A demo CRAN can be made that create and import a few "empty packages":
cran_root <- cranitor::make_demo_cran()
The empty packages are created with create_empty_package
.
Alternatively, a vector of filenames with paths to package files can be supplied to make_demo_cran
.
Package files can be made from a project with devtools::build
or downloaded from another CRAN.
If a CRAN is a mess (I have typically seen unwanted files scattered in different folders), the function clean_cran
can help out by deleting unexpected files.
As of version 0.3.0 {cranitor} supports binary Linux packages -- that is, R packages that does not require compilation on the user's computer. The approach is inspired by (the demo videos I have seen of) RStudio's Package Manager, where each Linux distribution and version of R has a dedicated folder with binary packages.

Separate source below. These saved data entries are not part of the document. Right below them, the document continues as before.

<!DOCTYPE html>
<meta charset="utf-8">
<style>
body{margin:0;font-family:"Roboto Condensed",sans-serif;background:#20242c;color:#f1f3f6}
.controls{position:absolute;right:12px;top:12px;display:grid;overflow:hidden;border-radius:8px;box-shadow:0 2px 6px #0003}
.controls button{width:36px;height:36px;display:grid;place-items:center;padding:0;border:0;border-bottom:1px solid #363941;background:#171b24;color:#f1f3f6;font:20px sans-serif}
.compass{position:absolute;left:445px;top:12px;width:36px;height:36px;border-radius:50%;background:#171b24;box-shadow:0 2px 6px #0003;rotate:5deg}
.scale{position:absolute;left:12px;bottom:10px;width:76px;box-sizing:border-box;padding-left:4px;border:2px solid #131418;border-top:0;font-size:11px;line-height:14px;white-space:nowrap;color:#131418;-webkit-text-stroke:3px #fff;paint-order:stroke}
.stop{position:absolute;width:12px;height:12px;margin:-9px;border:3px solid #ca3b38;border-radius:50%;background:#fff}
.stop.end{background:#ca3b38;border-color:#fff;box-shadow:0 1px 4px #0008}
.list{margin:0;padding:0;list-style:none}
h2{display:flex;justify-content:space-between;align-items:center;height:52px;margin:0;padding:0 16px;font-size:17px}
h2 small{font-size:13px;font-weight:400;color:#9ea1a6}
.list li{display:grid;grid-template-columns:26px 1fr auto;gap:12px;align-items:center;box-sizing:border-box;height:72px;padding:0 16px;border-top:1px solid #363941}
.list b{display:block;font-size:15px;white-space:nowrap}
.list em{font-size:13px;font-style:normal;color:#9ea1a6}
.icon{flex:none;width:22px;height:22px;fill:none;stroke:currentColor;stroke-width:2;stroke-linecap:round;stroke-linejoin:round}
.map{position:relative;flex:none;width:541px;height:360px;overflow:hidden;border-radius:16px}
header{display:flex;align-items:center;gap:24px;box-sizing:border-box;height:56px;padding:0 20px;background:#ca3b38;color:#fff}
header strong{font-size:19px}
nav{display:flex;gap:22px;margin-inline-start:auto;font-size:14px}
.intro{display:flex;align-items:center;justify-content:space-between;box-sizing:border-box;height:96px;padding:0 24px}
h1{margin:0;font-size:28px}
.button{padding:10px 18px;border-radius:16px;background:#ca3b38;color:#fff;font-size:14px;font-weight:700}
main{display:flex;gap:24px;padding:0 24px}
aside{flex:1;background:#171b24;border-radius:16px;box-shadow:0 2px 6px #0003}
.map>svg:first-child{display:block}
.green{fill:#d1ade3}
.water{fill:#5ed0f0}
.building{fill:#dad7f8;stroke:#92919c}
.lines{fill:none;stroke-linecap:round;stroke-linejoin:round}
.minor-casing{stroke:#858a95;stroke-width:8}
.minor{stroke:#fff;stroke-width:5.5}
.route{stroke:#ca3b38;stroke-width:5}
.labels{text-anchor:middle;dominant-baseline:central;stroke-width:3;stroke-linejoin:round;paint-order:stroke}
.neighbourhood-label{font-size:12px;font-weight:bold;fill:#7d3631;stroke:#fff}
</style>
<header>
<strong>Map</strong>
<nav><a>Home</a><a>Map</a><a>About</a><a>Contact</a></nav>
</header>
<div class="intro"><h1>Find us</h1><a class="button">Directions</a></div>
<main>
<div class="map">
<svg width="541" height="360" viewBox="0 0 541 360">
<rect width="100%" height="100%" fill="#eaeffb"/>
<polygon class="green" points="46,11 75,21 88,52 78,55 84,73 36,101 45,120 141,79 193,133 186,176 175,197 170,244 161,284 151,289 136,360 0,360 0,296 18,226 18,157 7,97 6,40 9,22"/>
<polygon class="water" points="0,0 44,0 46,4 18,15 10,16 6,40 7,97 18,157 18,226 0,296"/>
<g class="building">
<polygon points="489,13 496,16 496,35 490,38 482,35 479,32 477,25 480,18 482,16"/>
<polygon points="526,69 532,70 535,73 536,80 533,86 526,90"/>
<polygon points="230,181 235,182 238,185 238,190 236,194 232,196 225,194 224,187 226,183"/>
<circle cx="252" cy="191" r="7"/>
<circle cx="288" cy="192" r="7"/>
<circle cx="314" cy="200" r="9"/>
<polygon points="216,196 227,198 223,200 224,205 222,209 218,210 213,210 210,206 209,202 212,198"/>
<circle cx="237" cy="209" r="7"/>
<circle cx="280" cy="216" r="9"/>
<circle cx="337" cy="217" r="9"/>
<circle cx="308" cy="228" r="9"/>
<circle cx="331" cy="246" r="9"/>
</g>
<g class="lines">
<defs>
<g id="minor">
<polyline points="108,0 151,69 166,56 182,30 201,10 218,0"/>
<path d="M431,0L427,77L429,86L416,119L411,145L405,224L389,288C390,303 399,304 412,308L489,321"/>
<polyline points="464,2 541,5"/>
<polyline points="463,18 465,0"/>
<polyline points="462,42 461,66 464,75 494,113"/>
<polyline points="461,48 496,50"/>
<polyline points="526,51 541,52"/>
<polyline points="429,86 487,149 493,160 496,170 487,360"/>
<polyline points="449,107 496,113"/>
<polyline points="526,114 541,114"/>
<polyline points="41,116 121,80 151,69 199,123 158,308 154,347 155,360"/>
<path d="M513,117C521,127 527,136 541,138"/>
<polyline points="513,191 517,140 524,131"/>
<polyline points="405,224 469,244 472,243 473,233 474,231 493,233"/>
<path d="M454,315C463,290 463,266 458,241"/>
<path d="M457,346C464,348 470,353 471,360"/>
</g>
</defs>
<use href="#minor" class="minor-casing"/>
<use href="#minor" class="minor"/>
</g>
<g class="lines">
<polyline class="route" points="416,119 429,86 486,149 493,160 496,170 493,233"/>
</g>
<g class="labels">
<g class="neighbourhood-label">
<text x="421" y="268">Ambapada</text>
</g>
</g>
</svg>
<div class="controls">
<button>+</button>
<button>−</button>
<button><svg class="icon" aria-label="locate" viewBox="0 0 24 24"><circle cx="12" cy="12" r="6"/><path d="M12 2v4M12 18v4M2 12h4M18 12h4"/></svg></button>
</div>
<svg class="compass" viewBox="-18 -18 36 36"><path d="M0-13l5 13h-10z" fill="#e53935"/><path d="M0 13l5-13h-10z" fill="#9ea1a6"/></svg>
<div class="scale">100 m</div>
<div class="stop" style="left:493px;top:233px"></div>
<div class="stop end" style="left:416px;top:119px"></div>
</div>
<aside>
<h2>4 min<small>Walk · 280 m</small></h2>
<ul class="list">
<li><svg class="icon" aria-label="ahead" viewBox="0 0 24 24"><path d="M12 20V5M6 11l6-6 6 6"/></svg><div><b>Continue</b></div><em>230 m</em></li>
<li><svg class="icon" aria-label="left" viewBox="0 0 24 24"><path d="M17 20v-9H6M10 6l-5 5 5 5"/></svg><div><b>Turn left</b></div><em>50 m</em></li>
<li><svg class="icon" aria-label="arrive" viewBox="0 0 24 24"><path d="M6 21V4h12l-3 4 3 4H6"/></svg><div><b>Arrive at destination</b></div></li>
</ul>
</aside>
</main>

The format of a binary Linux package is still tar.gz
like for source packages.
It is not possible to infer which Linux distribution compiled the package, since all Linux distributions are collectively referred to as "unix" in the metadata.

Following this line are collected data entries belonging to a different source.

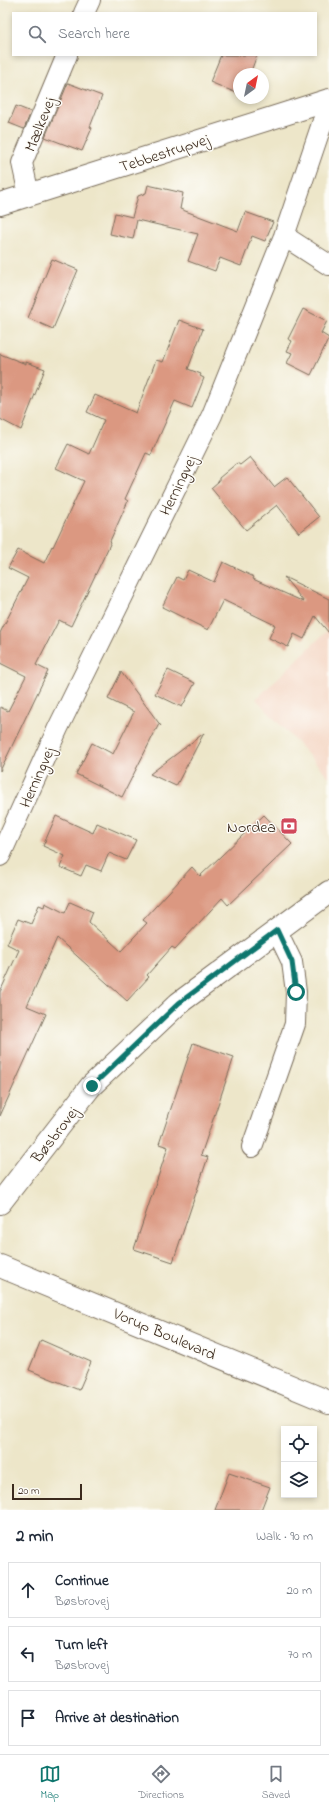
<!DOCTYPE html>
<meta charset="utf-8">
<style>
:root{--surface:#fff;--page:#f2f2f3;--text:#1f2937;--muted:#747a83;--line:#e0e1e3;--accent:#0f766e}
body{margin:0;font-family:"Indie Flower",sans-serif;background:var(--page);color:var(--text)}
.controls{position:absolute;right:12px;bottom:12px;display:grid;overflow:hidden;border-radius:0px;box-shadow:0 2px 6px #0003}
.controls button{width:36px;height:36px;display:grid;place-items:center;padding:0;border:0;border-bottom:1px solid var(--line);background:var(--surface);color:var(--text);font:20px sans-serif}
.compass{position:absolute;left:233px;top:68px;width:36px;height:36px;border-radius:50%;background:var(--surface);box-shadow:0 2px 6px #0003;rotate:33deg}
.scale{position:absolute;left:12px;bottom:10px;width:70px;box-sizing:border-box;padding-left:4px;border:2px solid #3b2a1e;border-top:0;font-size:11px;line-height:14px;white-space:nowrap;color:#3b2a1e;-webkit-text-stroke:3px #fdfcf7;paint-order:stroke}
.stop{position:absolute;width:12px;height:12px;margin:-9px;border:3px solid #0f766e;border-radius:50%;background:#fff}
.stop.end{background:#0f766e;border-color:#fff;box-shadow:0 1px 4px #0008}
.list{margin:0;padding:0;list-style:none}
h2{display:flex;justify-content:space-between;align-items:center;height:52px;margin:0;padding:0 16px;font-size:17px}
h2 small{font-size:13px;font-weight:400;color:var(--muted)}
.list li{display:grid;grid-template-columns:26px 1fr auto;gap:12px;align-items:center;box-sizing:border-box;height:56px;margin:0 8px 8px;padding:0 8px;border:1px solid var(--line);border-radius:0px}
.list b{display:block;font-size:15px;white-space:nowrap}
.list p{margin:0;font-size:13px;white-space:nowrap;color:var(--muted)}
.list em{font-size:13px;font-style:normal;color:var(--muted)}
.icon{flex:none;width:22px;height:22px;fill:none;stroke:currentColor;stroke-width:2;stroke-linecap:round;stroke-linejoin:round}
.map{position:relative;flex:none;width:329px;height:1510px;overflow:hidden}
.search{position:absolute;background:var(--surface);box-shadow:0 2px 6px #0003;left:12px;right:12px;top:12px;height:44px;display:flex;align-items:center;gap:10px;box-sizing:border-box;padding:0 14px;border-radius:0px;color:var(--muted);font-size:15px}
.sheet{height:244px;background:var(--surface)}
nav{display:flex;justify-content:space-around;align-items:center;box-sizing:border-box;height:56px;border-top:1px solid var(--line);background:var(--surface);font-size:11px;color:var(--muted)}
nav a{display:grid;justify-items:center;gap:2px}
nav .on{color:var(--accent)}
.map>svg:first-child{display:block}
</style>
<div class="map">
<svg width="329" height="1510" viewBox="0 0 329 1510">
<rect width="100%" height="100%" fill="#fdfcf7"/>
<filter id="ink" filterUnits="userSpaceOnUse"><feTurbulence type="fractalNoise" baseFrequency=".025" numOctaves="2"/><feDisplacementMap in="SourceGraphic" scale="8" xChannelSelector="R" yChannelSelector="G"/><feConvolveMatrix kernelMatrix="1 2 1 2 8 2 1 2 1" color-interpolation-filters="sRGB"/></filter>
<filter id="wash" filterUnits="userSpaceOnUse"><feTurbulence type="fractalNoise" baseFrequency=".012" numOctaves="4" result="noise"/><feDisplacementMap in="SourceGraphic" scale="16" xChannelSelector="R" yChannelSelector="G"/><feGaussianBlur stdDeviation="0.9" result="paint"/><feColorMatrix in="noise" values="0 0 0 0 0 0 0 0 0 0 0 0 0 0 0 0 0 1.4 0 .05"/><feComposite in="paint" operator="in"/></filter>
<g filter="url(#wash)">
<rect width="100%" height="100%" fill="#ede6c9"/>
<path fill="#f4d3c0" d="M329 629V777L256 699Z"/>
<g id="blocks">
<path fill="#db9881" d="M221 55H257L250 74H239V94L210 82Z
M68 83 102 96 90 127 92 128 82 151 45 137Z
M16 106 31 112 24 129 9 123Z
M148 185 183 193 180 209 238 231 245 212 273 222 265 241 252 236 241 266 220 258 215 271 188 261 198 234 137 220 133 239 110 234 115 213 132 217 138 196 146 193Z
M52 259 78 270 53 329 28 318Z
M303 309 327 321 321 333 329 338 311 375 287 363 292 353 287 351 292 341 288 339Z
M179 320 203 329 188 369 201 374 200 376 204 378 192 408 175 401 151 455 146 453 125 499 128 501 110 541 111 542 71 626 59 620 36 665 48 671 0 771V707L8 711 26 676 0 663V633L28 578 8 568 18 550 44 563 52 546 53 547 84 481 56 468 68 444 89 454 104 420 87 412 95 395 136 413 156 360 163 362Z
M0 354 26 364V362L45 369 21 430 0 419Z
M250 457 274 487 287 477 319 517 299 533 277 505 246 530 211 488 219 481V478L237 463 240 465Z
M223 562 254 577 253 579 304 602 284 577 329 599V633L315 616 304 639 294 634 288 647 269 638 275 625 223 600 208 630 162 607 177 577 183 580 188 570 214 582Z
M168 670 195 683 182 707 155 694Z
M121 672 161 726 159 724 122 797 76 774 92 743 113 754 134 712 108 699Z
M204 733 176 786 150 774Z
M264 815 292 844 228 905 222 898 175 949 172 947 147 975 149 977 127 1001 57 938 27 1006 46 1014 0 1116V992L19 950 7 944 18 919 31 924 39 905 44 907 45 903 65 913 70 902 93 912 89 922 121 951 147 923 143 920 192 867 200 876Z
M56 816 93 833 97 823 136 840 126 860 109 853 101 871 86 865 81 876 60 867 65 856 43 846Z
M193 1043 234 1057 201 1155 208 1157 173 1262 134 1249 168 1147 159 1144Z
M41 1340 91 1362 79 1390 29 1370Z
M229 1473 270 1487 261 1510H215Z"/>
</g>
</g>
<g filter="url(#ink)">
<use href="#blocks" fill-opacity="0" stroke="#796c5a" stroke-width="1"/>
<g fill="none" stroke-linecap="round" stroke-linejoin="round">
<g stroke="#796c5a" stroke-width="22">
<path id="minor" d="M84 13 90 0
M29 195 22 163 67 55
M284 236 329 265
M0 856 58 728 212 415 284 236 329 103
M252 1147 295 1024 296 992 292 962 277 931"/>
</g>
<g stroke="#796c5a" stroke-width="24">
<path id="tertiary" d="M0 204 329 100
M0 1203 91 1086 179 1003 329 892
M0 1266 329 1402"/>
</g>
<use href="#minor" stroke="#fff" stroke-width="20"/>
<use href="#tertiary" stroke="#fff" stroke-width="22"/>
</g>
</g>
<g fill="none" stroke-linecap="round" stroke-linejoin="round" filter="url(#ink)">
<path stroke="#0f766e" stroke-width="5" d="M92 1086 179 1003 277 930 292 962 296 992"/>
</g>
<defs>
<g id="bank-square" transform="scale(0.9)"><rect x="-9" y="-9" width="18" height="18" rx="4" fill="#d1495b" stroke="#fdfcf7"/><path d="M-6-4H6V4H-6ZM0-2.3a2.3 2.3 0 1 0 0 4.6a2.3 2.3 0 1 0 0-4.6Z" fill="#fff"/></g>
</defs>
<g fill-rule="evenodd">
<use href="#bank-square" x="289" y="826"/>
</g>
<g text-anchor="middle" stroke-width="3" stroke-linejoin="round" paint-order="stroke">
<g font-size="16" fill="#3b2a1e" stroke="#fdfcf7">
<text transform="translate(39 124) rotate(-68)" y="6">Mælkevej</text>
<text transform="translate(164 152) rotate(-18)" y="6">Tebbestrupvej</text>
<text transform="translate(177 485) rotate(-64)" y="6">Herningvej</text>
<text transform="translate(36 777) rotate(-66)" y="6">Herningvej</text>
<text transform="translate(54 1134) rotate(-52)" y="6">Bøsbrovej</text>
<text transform="translate(165 1333) rotate(23)" y="6">Vorup Boulevard</text>
</g>
<g font-size="16" fill="#3b2a1e" stroke="#fdfcf7" text-anchor="end">
<text x="276" y="832">Nordea</text>
</g>
</g>
</svg>
<div class="controls">
<button><svg class="icon" aria-label="locate" viewBox="0 0 24 24"><circle cx="12" cy="12" r="6"/><path d="M12 2v4M12 18v4M2 12h4M18 12h4"/></svg></button>
<button><svg class="icon" aria-label="layers" viewBox="0 0 24 24"><path d="M12 4l9 5-9 5-9-5zM3 14l9 5 9-5"/></svg></button>
</div>
<svg class="compass" viewBox="-18 -18 36 36"><path d="M0-13l5 13h-10z" fill="#e53935"/><path d="M0 13l5-13h-10z" fill="#747a83"/></svg>
<div class="scale">20 m</div>
<div class="stop" style="left:296px;top:992px"></div>
<div class="stop end" style="left:92px;top:1086px"></div>
<div class="search"><svg class="icon" aria-label="search" viewBox="0 0 24 24"><circle cx="10" cy="10" r="6"/><path d="M15 15l6 6"/></svg>Search here</div>
</div>
<section class="sheet">
<h2>2 min<small>Walk · 90 m</small></h2>
<ul class="list">
<li><svg class="icon" aria-label="ahead" viewBox="0 0 24 24"><path d="M12 20V5M6 11l6-6 6 6"/></svg><div><b>Continue</b><p>Bøsbrovej</p></div><em>20 m</em></li>
<li><svg class="icon" aria-label="left" viewBox="0 0 24 24"><path d="M17 20v-9H6M10 6l-5 5 5 5"/></svg><div><b>Turn left</b><p>Bøsbrovej</p></div><em>70 m</em></li>
<li><svg class="icon" aria-label="arrive" viewBox="0 0 24 24"><path d="M6 21V4h12l-3 4 3 4H6"/></svg><div><b>Arrive at destination</b></div></li>
</ul>
</section>
<nav>
<a class="on"><svg class="icon" aria-label="map" viewBox="0 0 24 24"><path d="M3 6l6-2 6 2 6-2v14l-6 2-6-2-6 2zM9 4v14M15 6v14"/></svg>Map</a>
<a><svg class="icon" aria-label="directions" viewBox="0 0 24 24"><path d="M12 3l9 9-9 9-9-9zM9 14v-3h6M13 9l2 2-2 2"/></svg>Directions</a>
<a><svg class="icon" aria-label="saved" viewBox="0 0 24 24"><path d="M7 4h10v16l-5-4-5 4z"/></svg>Saved</a>
</nav>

Therefore, the update_cran
function needs a distro
argument for binary Linux packages.
With R 4.0.x on Windows the content of cran_root
looks like this:
> cran_root <- cranitor::make_demo_cran(cran_root = fs::path_temp("cran"), binary = TRUE)
> fs::dir_tree(cran_root)
+-- bin
| \-- windows
| \-- contrib
| \-- 4.0
| +-- bar_0.0.1.zip
| +-- foo_0.0.2.zip
| +-- PACKAGES
| +-- PACKAGES.gz
| \-- PACKAGES.rds
\-- src
\-- contrib
+-- Archive
| \-- foo
| \-- foo_0.0.1.tar.gz
+-- bar_0.0.1.tar.gz
+-- foo_0.0.2.tar.gz
+-- Meta
| \-- archive.rds
+-- PACKAGES
+-- PACKAGES.gz
\-- PACKAGES.rds
With R 4.0.2 on Ubuntu 20.04 the content of cran_root
looks like this (the value of the distro
argument is an example):
> cran_root <- cranitor::make_demo_cran(cran_root = fs::path_temp("cran"), binary = TRUE, distro = "ubuntu/focal")
> fs::dir_tree(cran_root)
├── __linux__
│ └── ubuntu
│ └── focal
│ └── 4.0.2
│ └── src
│ └── contrib
│ ├── PACKAGES
│ ├── PACKAGES.gz
│ ├── PACKAGES.rds
│ ├── bar_0.0.1.tar.gz
│ └── foo_0.0.2.tar.gz
└── src
└── contrib
├── Archive
│ └── foo
│ └── foo_0.0.1.tar.gz
├── Meta
│ └── archive.rds
├── PACKAGES
├── PACKAGES.gz
├── PACKAGES.rds
├── bar_0.0.1.tar.gz
└── foo_0.0.2.tar.gz
In this example the URL for the binary Linux packages should be <CRAN URL>/__linux__/ubuntu/focal/4.0.2
.
When packages are downloaded to the same Linux distribution R figures out that the packages are already compiled.
When making a binary package on Linux the filename typically includes information about the architecture, such as foo_0.0.1_R_x86_64-pc-linux-gnu.tar.gz
.
However, R on Linux expects package names to be of the form <name>_<version>.tar.gz
, so everything else is stripped when importing the package.
Unfortunately, I don't have access to a contemporary Mac, making it very difficult to debug on this platform.
As a consequence, there is no support for tgz
files (a binary version suitable for macOS).